Activity.
Report each line from the data below that holds the word "solid".

Collected data.
————

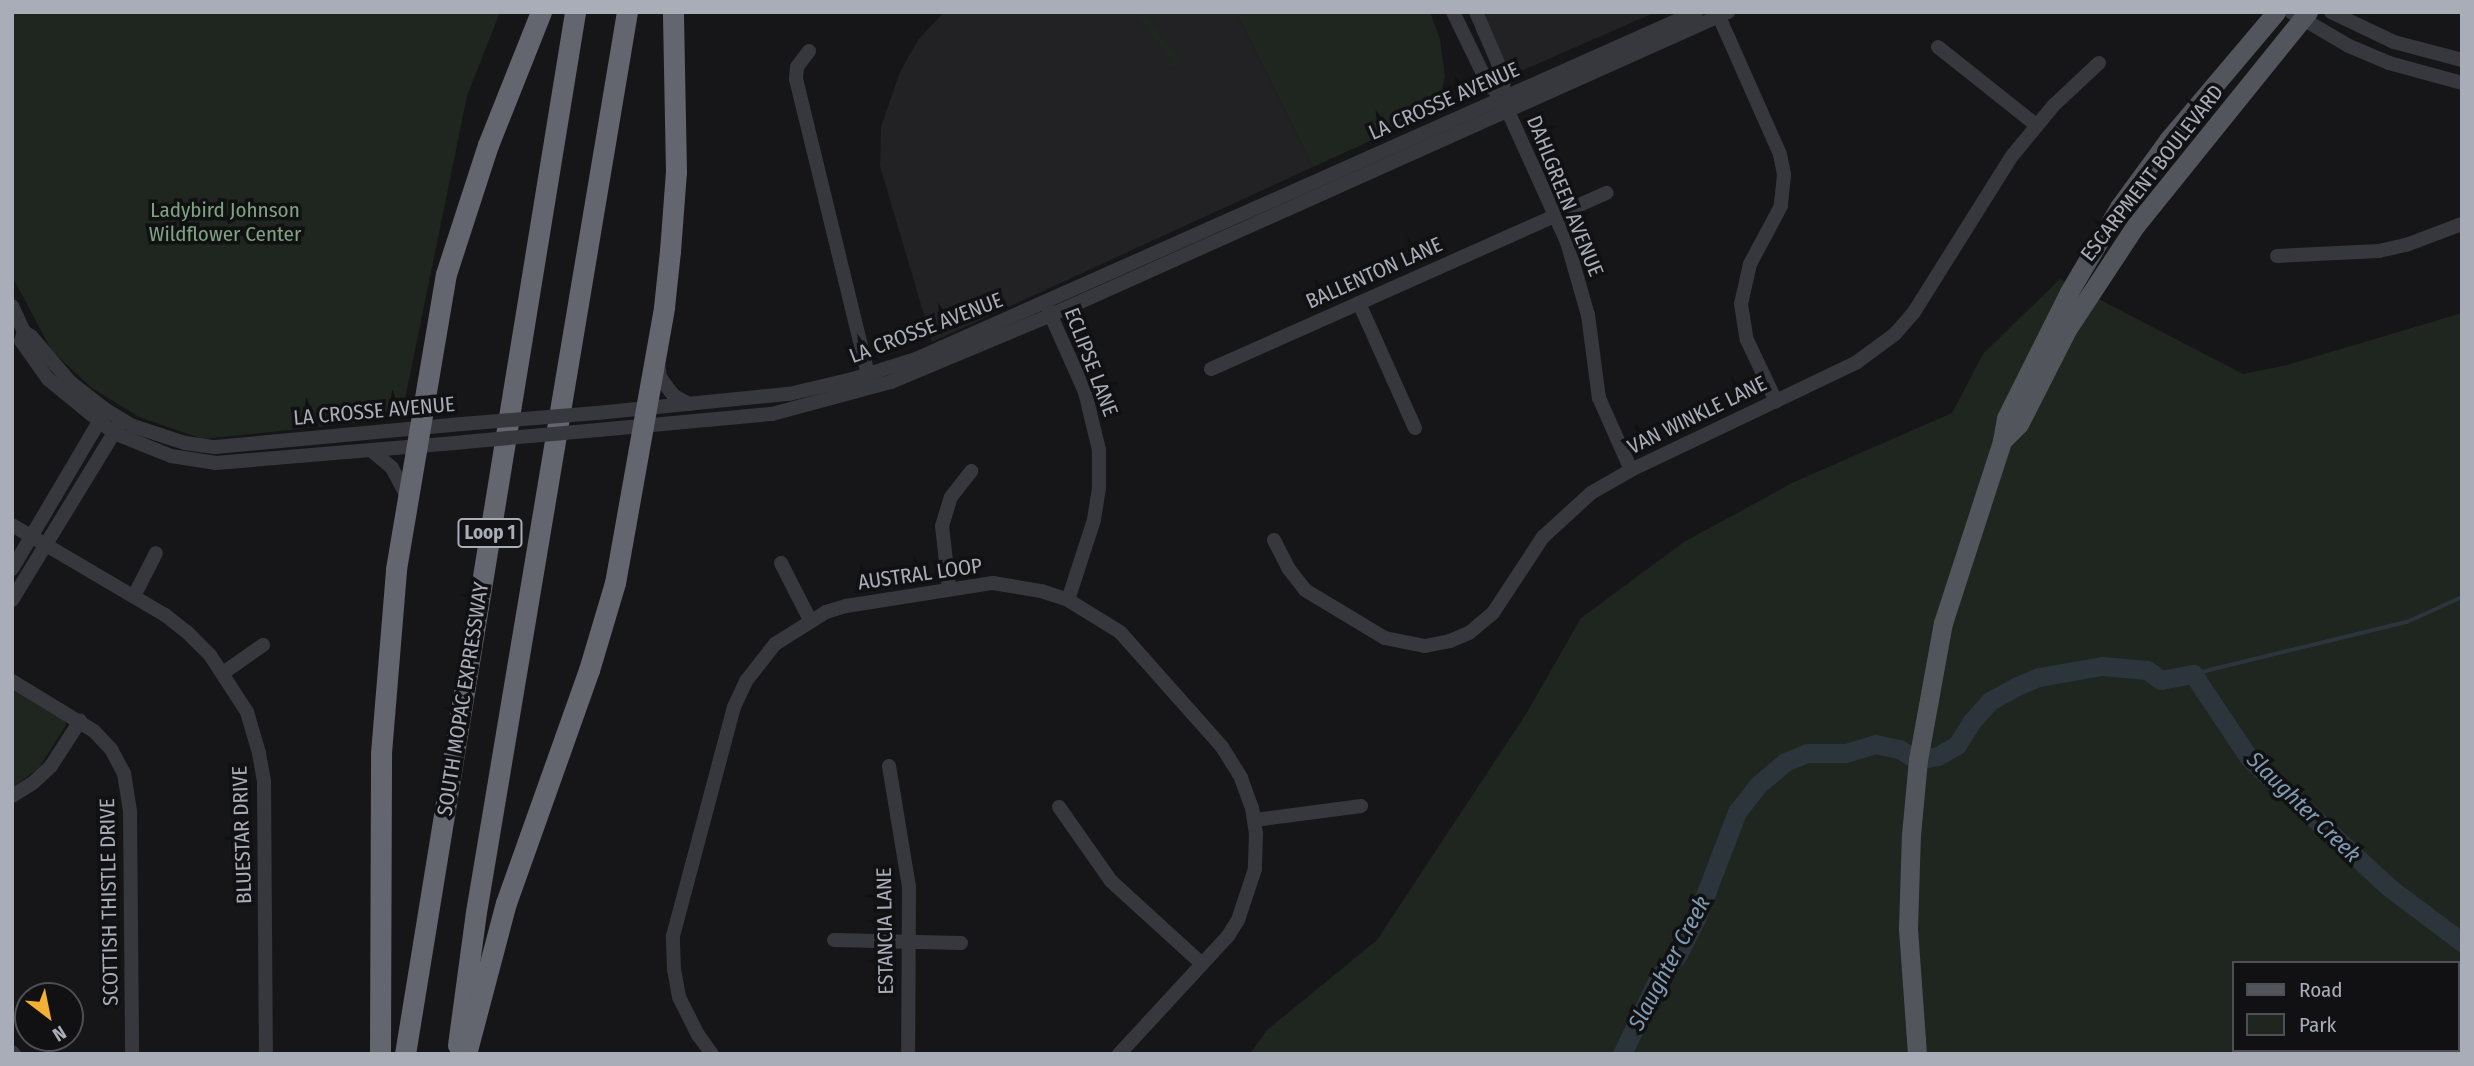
<!DOCTYPE html>
<html>
<head>
<meta charset="utf-8">
<style>
	body { margin:0 }
	#map { position:relative; width:2474px; height:1066px; overflow:hidden; background:#161618; font-family:"Fira Sans Condensed",sans-serif }
	div>[style] { position:absolute }
	[style*='--x'] { left:calc(var(--x)*1px); top:calc(var(--y)*1px); width:calc(var(--w)*1px); rotate:calc(var(--a)*1deg) }
	.built>* { inset:0; background:#222225 }
	.green>* { inset:0; background:#1e261f }
	.stream>* { height:3.5px; margin:-1.75px; padding:0 1.75px; transform-origin:1.75px; border-radius:1.75px; background:#2c353c }
	.river>* { height:19px; margin:-9.5px; padding:0 9.5px; transform-origin:9.5px; border-radius:9.5px; background:#2c353c }
	.minor>* { height:14px; margin:-7px; padding:0 7px; transform-origin:7px; border-radius:7px; background:#37383d }
	.major>* { height:19px; margin:-9.5px; padding:0 9.5px; transform-origin:9.5px; border-radius:9.5px; background:#53555c }
	.highway>* { height:21px; margin:-10.5px; padding:0 10.5px; transform-origin:10.5px; border-radius:10.5px; background:#63666e }
	.minor-bridge>* { height:14px; margin:-7px; padding:0 7px; transform-origin:7px; border-radius:7px; background:#37383d }
	span { translate:-50% -50%; white-space:nowrap; text-align:center; line-height:1.15; -webkit-text-stroke:7px #111113; paint-order:stroke }
	.shield-label span { padding:2px 5px; background:#111113; border:2px solid; border-radius:5px; -webkit-text-stroke-width:0 }
	.shield-label { font-size:19px; color:#a8adb8; font-weight:700 }
	.street-label { font-size:21px; color:#a8adb8 }
	.park-label { font-size:21px; color:#7fa381 }
	.water-label { font-size:23px; color:#7f9bb3; font-style:italic }
	.frame { position:absolute; inset:0; border:14px solid #a8adb8; pointer-events:none }
	.legend { position:absolute; left:2232px; top:961px; width:228px; height:91px; box-sizing:border-box; background:#111113; border:2px solid #4d4f55; margin:0; padding:9px 12px; list-style:none; font-size:21px; color:#a8adb8 }
	.legend li { display:flex; align-items:center; gap:14px; height:35px }
	.legend b { width:35px; border:2px solid #4d4f55 }
	.north { position:absolute; left:14px; top:982px; width:70px; height:70px; box-sizing:border-box; background:#111113; border:2px solid #4d4f55; border-radius:50%; rotate:148deg; font-size:19px; font-weight:700; line-height:28px; text-align:center; color:#a8adb8 }
	.north::after { content:''; display:block; margin:auto; width:24px; height:32px; background:#f2b134; clip-path:polygon(50% 0,100% 100%,50% 72%,0 100%) }
</style>
</head>
<body>
<div id="map">
	<div class="built">
		<div style="clip-path:polygon(944px 12px,1236px 12px,1313px 167px,932px 342px,880px 166px,881px 127px,900px 72px,918px 40px)"></div>
		<div style="clip-path:polygon(1481px 12px,1656px 12px,1510px 76px)"></div>
	</div>
	<div class="green">
		<div style="clip-path:polygon(12px 12px,500px 12px,467px 96px,404px 404px,374px 421px,203px 439px,139px 417px,92px 388px,52px 351px,12px 276px)"></div>
		<div style="clip-path:polygon(1134px 12px,1143px 12px,1149px 20px,1157px 18px,1152px 24px,1176px 55px,1182px 53px,1175px 67px,1166px 66px,1171px 60px,1150px 33px,1142px 36px,1147px 29px)"></div>
		<div style="clip-path:polygon(1236px 12px,1430px 12px,1440px 39px,1445px 76px,1438px 110px,1313px 167px)"></div>
		<div style="clip-path:polygon(evenodd,2060px 279px,2243px 374px,2287px 365px,2462px 313px,2462px 1054px,1250px 1054px,1267px 1030px,1377px 940px,1526px 714px,1581px 618px,1684px 542px,1794px 482px,1952px 413px,1983px 354px,2060px 279px,2234px 963px,2458px 963px,2458px 1050px,2234px 1050px,2234px 963px)"></div>
		<div style="clip-path:polygon(12px 689px,65px 721px,66px 725px,39px 768px,12px 788px)"></div>
	</div>
	<div class="stream">
		<div style="--x:2193;--y:674;--w:220;--a:-13.7"></div>
		<div style="--x:2407;--y:622;--w:60;--a:-24.4"></div>
	</div>
	<div class="river">
		<div style="--x:1622;--y:1054;--w:88;--a:-64.3"></div>
		<div style="--x:1660;--y:975;--w:28;--a:-49"></div>
		<div style="--x:1678;--y:954;--w:39;--a:-63"></div>
		<div style="--x:1696;--y:919;--w:115;--a:-69"></div>
		<div style="--x:1737;--y:812;--w:36;--a:-52"></div>
		<div style="--x:1759;--y:784;--w:34;--a:-40"></div>
		<div style="--x:1785;--y:762;--w:24;--a:-22"></div>
		<div style="--x:1807;--y:753;--w:39;--a:0"></div>
		<div style="--x:1846;--y:753;--w:30;--a:-17"></div>
		<div style="--x:1875;--y:744;--w:25;--a:12"></div>
		<div style="--x:1899;--y:749;--w:21;--a:31"></div>
		<div style="--x:1917;--y:760;--w:21;--a:-11"></div>
		<div style="--x:1938;--y:756;--w:22;--a:-30"></div>
		<div style="--x:1957;--y:745;--w:28;--a:-58"></div>
		<div style="--x:1972;--y:721;--w:27;--a:-48"></div>
		<div style="--x:1990;--y:701;--w:29;--a:-29"></div>
		<div style="--x:2015;--y:687;--w:26;--a:-23"></div>
		<div style="--x:2039;--y:677;--w:64;--a:-9.9"></div>
		<div style="--x:2102;--y:666;--w:45;--a:5.1"></div>
		<div style="--x:2147;--y:670;--w:17;--a:36"></div>
		<div style="--x:2161;--y:680;--w:33;--a:-11"></div>
		<div style="--x:2193;--y:674;--w:101;--a:56.3"></div>
		<div style="--x:2249;--y:758;--w:192;--a:42.7"></div>
		<div style="--x:2390;--y:888;--w:90;--a:36.9"></div>
	</div>
	<div class="minor">
		<div style="--x:1453;--y:12;--w:80;--a:64.1"></div>
		<div style="--x:1488;--y:84;--w:20;--a:45"></div>
		<div style="--x:1502;--y:98;--w:158;--a:65.7"></div>
		<div style="--x:1567;--y:242;--w:76;--a:74"></div>
		<div style="--x:1588;--y:315;--w:84;--a:82.5"></div>
		<div style="--x:1599;--y:398;--w:79;--a:66"></div>
		<div style="--x:1476;--y:12;--w:71;--a:66.7"></div>
		<div style="--x:1504;--y:77;--w:21;--a:95"></div>
		<div style="--x:1717;--y:12;--w:155;--a:66.1"></div>
		<div style="--x:1780;--y:154;--w:21;--a:79"></div>
		<div style="--x:1784;--y:175;--w:31;--a:96"></div>
		<div style="--x:1781;--y:206;--w:66;--a:118.1"></div>
		<div style="--x:1750;--y:264;--w:41;--a:102.7"></div>
		<div style="--x:1741;--y:304;--w:36;--a:81"></div>
		<div style="--x:1747;--y:340;--w:68;--a:64.6"></div>
		<div style="--x:2291;--y:12;--w:67;--a:30.4"></div>
		<div style="--x:2349;--y:46;--w:43;--a:23"></div>
		<div style="--x:2389;--y:63;--w:76;--a:15.3"></div>
		<div style="--x:2331;--y:12;--w:70;--a:25.5"></div>
		<div style="--x:2394;--y:42;--w:70;--a:14.8"></div>
		<div style="--x:1938;--y:47;--w:125;--a:38.5"></div>
		<div style="--x:809;--y:51;--w:20;--a:127"></div>
		<div style="--x:797;--y:67;--w:12;--a:95"></div>
		<div style="--x:796;--y:79;--w:305;--a:76.3"></div>
		<div style="--x:2277;--y:256;--w:102;--a:-2.8"></div>
		<div style="--x:2379;--y:251;--w:28;--a:-13"></div>
		<div style="--x:2406;--y:245;--w:60;--a:-20.6"></div>
		<div style="--x:1359;--y:303;--w:137;--a:65.9"></div>
		<div style="--x:12;--y:306;--w:29;--a:65"></div>
		<div style="--x:24;--y:332;--w:9;--a:108"></div>
		<div style="--x:21;--y:341;--w:47;--a:54.6"></div>
		<div style="--x:48;--y:379;--w:85;--a:39.3"></div>
		<div style="--x:114;--y:433;--w:61;--a:22"></div>
		<div style="--x:171;--y:456;--w:46;--a:8.8"></div>
		<div style="--x:216;--y:463;--w:249;--a:-4.8"></div>
		<div style="--x:1047;--y:307;--w:93;--a:65.9"></div>
		<div style="--x:1085;--y:392;--w:60;--a:76.4"></div>
		<div style="--x:1099;--y:450;--w:38;--a:90"></div>
		<div style="--x:1099;--y:488;--w:32;--a:99"></div>
		<div style="--x:1094;--y:520;--w:84;--a:108"></div>
		<div style="--x:24;--y:332;--w:8;--a:30"></div>
		<div style="--x:31;--y:336;--w:60;--a:49.7"></div>
		<div style="--x:70;--y:382;--w:46;--a:37.9"></div>
		<div style="--x:106;--y:410;--w:31;--a:31"></div>
		<div style="--x:133;--y:426;--w:55;--a:18.1"></div>
		<div style="--x:185;--y:443;--w:30;--a:8"></div>
		<div style="--x:215;--y:447;--w:248;--a:-5.3"></div>
		<div style="--x:658;--y:363;--w:14;--a:82"></div>
		<div style="--x:660;--y:377;--w:12;--a:55"></div>
		<div style="--x:667;--y:387;--w:11;--a:52"></div>
		<div style="--x:674;--y:396;--w:17;--a:28"></div>
		<div style="--x:1211;--y:369;--w:433;--a:-24"></div>
		<div style="--x:597;--y:413;--w:193;--a:-5.7"></div>
		<div style="--x:789;--y:394;--w:66;--a:-13.2"></div>
		<div style="--x:853;--y:379;--w:66;--a:-17.6"></div>
		<div style="--x:916;--y:359;--w:854;--a:-23.98"></div>
		<div style="--x:598;--y:430;--w:175;--a:-5.3"></div>
		<div style="--x:772;--y:414;--w:123;--a:-15.1"></div>
		<div style="--x:891;--y:382;--w:173;--a:-22.7"></div>
		<div style="--x:1051;--y:315;--w:742;--a:-24.11"></div>
		<div style="--x:372;--y:451;--w:26;--a:40"></div>
		<div style="--x:392;--y:468;--w:32;--a:62"></div>
		<div style="--x:12;--y:525;--w:178;--a:30.5"></div>
		<div style="--x:165;--y:615;--w:28;--a:38"></div>
		<div style="--x:187;--y:632;--w:33;--a:45"></div>
		<div style="--x:210;--y:655;--w:68;--a:57"></div>
		<div style="--x:247;--y:712;--w:43;--a:73.7"></div>
		<div style="--x:259;--y:753;--w:29;--a:80"></div>
		<div style="--x:264;--y:782;--w:272;--a:89.6"></div>
		<div style="--x:1274;--y:540;--w:31;--a:63"></div>
		<div style="--x:1288;--y:568;--w:28;--a:52"></div>
		<div style="--x:1305;--y:590;--w:93;--a:31"></div>
		<div style="--x:1385;--y:638;--w:41;--a:11.3"></div>
		<div style="--x:1425;--y:646;--w:25;--a:-11"></div>
		<div style="--x:1450;--y:641;--w:21;--a:-23"></div>
		<div style="--x:1469;--y:633;--w:31;--a:-40"></div>
		<div style="--x:1493;--y:613;--w:91;--a:-56.7"></div>
		<div style="--x:1543;--y:537;--w:65;--a:-42.5"></div>
		<div style="--x:1591;--y:493;--w:46;--a:-29.9"></div>
		<div style="--x:1631;--y:470;--w:250;--a:-25.5"></div>
		<div style="--x:1857;--y:362;--w:47;--a:-36.4"></div>
		<div style="--x:1895;--y:334;--w:29;--a:-49"></div>
		<div style="--x:1914;--y:312;--w:184;--a:-57.9"></div>
		<div style="--x:2012;--y:156;--w:65;--a:-50.6"></div>
		<div style="--x:2053;--y:106;--w:63;--a:-43.1"></div>
		<div style="--x:781;--y:563;--w:64;--a:63"></div>
		<div style="--x:12;--y:569;--w:179;--a:-59.4"></div>
		<div style="--x:949;--y:588;--w:62;--a:-96.4"></div>
		<div style="--x:942;--y:526;--w:30;--a:-73"></div>
		<div style="--x:951;--y:497;--w:33;--a:-52"></div>
		<div style="--x:134;--y:596;--w:48;--a:-62.9"></div>
		<div style="--x:12;--y:600;--w:205;--a:-58.6"></div>
		<div style="--x:223;--y:673;--w:49;--a:-35"></div>
		<div style="--x:12;--y:681;--w:96;--a:31.4"></div>
		<div style="--x:94;--y:731;--w:25;--a:47"></div>
		<div style="--x:111;--y:749;--w:27;--a:62"></div>
		<div style="--x:124;--y:773;--w:39;--a:81"></div>
		<div style="--x:130;--y:812;--w:242;--a:89.5"></div>
		<div style="--x:889;--y:766;--w:123;--a:80.6"></div>
		<div style="--x:909;--y:887;--w:167;--a:90.3"></div>
		<div style="--x:12;--y:796;--w:26;--a:-32"></div>
		<div style="--x:34;--y:782;--w:23;--a:-43"></div>
		<div style="--x:51;--y:766;--w:54;--a:-57.2"></div>
		<div style="--x:1059;--y:807;--w:90;--a:54.9"></div>
		<div style="--x:1111;--y:881;--w:123;--a:42.4"></div>
		<div style="--x:1255;--y:820;--w:107;--a:-7.5"></div>
		<div style="--x:834;--y:940;--w:127;--a:1.4"></div>
		<div style="--x:12;--y:1052;--w:3;--a:45"></div>
		<div style="--x:712;--y:1054;--w:24;--a:-126"></div>
		<div style="--x:698;--y:1035;--w:42;--a:-116.6"></div>
		<div style="--x:679;--y:997;--w:27;--a:-100"></div>
		<div style="--x:674;--y:970;--w:34;--a:-92"></div>
		<div style="--x:673;--y:936;--w:237;--a:-75.1"></div>
		<div style="--x:734;--y:707;--w:29;--a:-65"></div>
		<div style="--x:746;--y:681;--w:47;--a:-51.9"></div>
		<div style="--x:775;--y:644;--w:60;--a:-32.1"></div>
		<div style="--x:826;--y:612;--w:21;--a:-17"></div>
		<div style="--x:846;--y:606;--w:149;--a:-8.9"></div>
		<div style="--x:993;--y:583;--w:49;--a:9.5"></div>
		<div style="--x:1041;--y:591;--w:28;--a:18"></div>
		<div style="--x:1068;--y:600;--w:61;--a:31.6"></div>
		<div style="--x:1120;--y:632;--w:154;--a:48.4"></div>
		<div style="--x:1222;--y:747;--w:36;--a:58"></div>
		<div style="--x:1241;--y:778;--w:32;--a:70"></div>
		<div style="--x:1252;--y:808;--w:26;--a:81"></div>
		<div style="--x:1256;--y:834;--w:35;--a:92"></div>
		<div style="--x:1255;--y:869;--w:54;--a:108.4"></div>
		<div style="--x:1238;--y:920;--w:19;--a:122"></div>
		<div style="--x:1228;--y:936;--w:161;--a:132.7"></div>
	</div>
	<div class="major">
		<div style="--x:2002;--y:441;--w:24;--a:-45"></div>
		<div style="--x:2019;--y:424;--w:108;--a:-63"></div>
		<div style="--x:2068;--y:328;--w:123;--a:-56.6"></div>
		<div style="--x:2136;--y:225;--w:274;--a:-51.1"></div>
		<div style="--x:1917;--y:1054;--w:126;--a:-94.1"></div>
		<div style="--x:1908;--y:928;--w:93;--a:-88.2"></div>
		<div style="--x:1911;--y:835;--w:75;--a:-84.7"></div>
		<div style="--x:1918;--y:760;--w:139;--a:-79.7"></div>
		<div style="--x:1943;--y:623;--w:191;--a:-72"></div>
		<div style="--x:2002;--y:441;--w:23;--a:-80"></div>
		<div style="--x:2006;--y:418;--w:141;--a:-63.4"></div>
		<div style="--x:2069;--y:292;--w:99;--a:-59.5"></div>
		<div style="--x:2119;--y:207;--w:83;--a:-53.8"></div>
		<div style="--x:2168;--y:140;--w:167;--a:-49.8"></div>
	</div>
	<div class="highway">
		<div style="--x:458;--y:1045;--w:134;--a:-82.3"></div>
		<div style="--x:476;--y:912;--w:913;--a:-80.48"></div>
		<div style="--x:380;--y:1054;--w:301;--a:-89.8"></div>
		<div style="--x:381;--y:753;--w:185;--a:-85.3"></div>
		<div style="--x:396;--y:569;--w:299;--a:-80.4"></div>
		<div style="--x:446;--y:274;--w:136;--a:-72"></div>
		<div style="--x:488;--y:145;--w:143;--a:-68.3"></div>
		<div style="--x:405;--y:1054;--w:1056;--a:-80.73"></div>
		<div style="--x:466;--y:1054;--w:156;--a:-75.2"></div>
		<div style="--x:506;--y:903;--w:247;--a:-70.4"></div>
		<div style="--x:589;--y:670;--w:91;--a:-73.4"></div>
		<div style="--x:615;--y:583;--w:280;--a:-79.9"></div>
		<div style="--x:664;--y:307;--w:56;--a:-83.9"></div>
		<div style="--x:670;--y:251;--w:79;--a:-85.7"></div>
		<div style="--x:676;--y:172;--w:160;--a:-91.1"></div>
	</div>
	<div class="minor-bridge">
		<div style="--x:462;--y:424;--w:135;--a:-4.7"></div>
		<div style="--x:464;--y:442;--w:135;--a:-5.1"></div>
	</div>
	<div class="shield-label">
		<span style="left:490px;top:533px">Loop 1</span>
	</div>
	<div class="street-label">
		<span style="left:1444px;top:101px;rotate:-24deg">LA CROSSE AVENUE</span>
		<span style="left:2152px;top:173px;rotate:-52deg">ESCARPMENT BOULEVARD</span>
		<span style="left:1565px;top:196px;rotate:68deg">DAHLGREEN AVENUE</span>
		<span style="left:1374px;top:273px;rotate:-24deg">BALLENTON LANE</span>
		<span style="left:926px;top:328px;rotate:-21deg">LA CROSSE AVENUE</span>
		<span style="left:1091px;top:362px;rotate:69deg">ECLIPSE LANE</span>
		<span style="left:374px;top:411px;rotate:-5deg">LA CROSSE AVENUE</span>
		<span style="left:1697px;top:415px;rotate:-26deg">VAN WINKLE LANE</span>
		<span style="left:920px;top:574px;rotate:-8deg">AUSTRAL LOOP</span>
		<span style="left:463px;top:699px;rotate:-81deg">SOUTH MOPAC EXPRESSWAY</span>
		<span style="left:242px;top:835px;rotate:-92deg">BLUESTAR DRIVE</span>
		<span style="left:109px;top:902px;rotate:-91deg">SCOTTISH THISTLE DRIVE</span>
		<span style="left:885px;top:931px;rotate:-91deg">ESTANCIA LANE</span>
	</div>
	<div class="park-label">
		<span style="left:225px;top:222px">Ladybird Johnson<br>Wildflower Center</span>
	</div>
	<div class="water-label">
		<span style="left:2304px;top:807px;rotate:44deg">Slaughter Creek</span>
		<span style="left:1669px;top:963px;rotate:-62deg">Slaughter Creek</span>
	</div>
	<div class="frame"></div>
	<ul class="legend">
	<li><b style="height:9px;background:#53555c"></b>Road</li>
	<li><b style="height:19px;background:#1e261f"></b>Park</li>
	</ul>
	<div class="north">N</div>
</div>
</body>
</html>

————

Result for this task.
	.shield-label span { padding:2px 5px; background:#111113; border:2px solid; border-radius:5px; -webkit-text-stroke-width:0 }
	.frame { position:absolute; inset:0; border:14px solid #a8adb8; pointer-events:none }
	.legend { position:absolute; left:2232px; top:961px; width:228px; height:91px; box-sizing:border-box; background:#111113; border:2px solid #4d4f55; margin:0; padding:9px 12px; list-style:none; font-size:21px; color:#a8adb8 }
	.legend b { width:35px; border:2px solid #4d4f55 }
	.north { position:absolute; left:14px; top:982px; width:70px; height:70px; box-sizing:border-box; background:#111113; border:2px solid #4d4f55; border-radius:50%; rotate:148deg; font-size:19px; font-weight:700; line-height:28px; text-align:center; color:#a8adb8 }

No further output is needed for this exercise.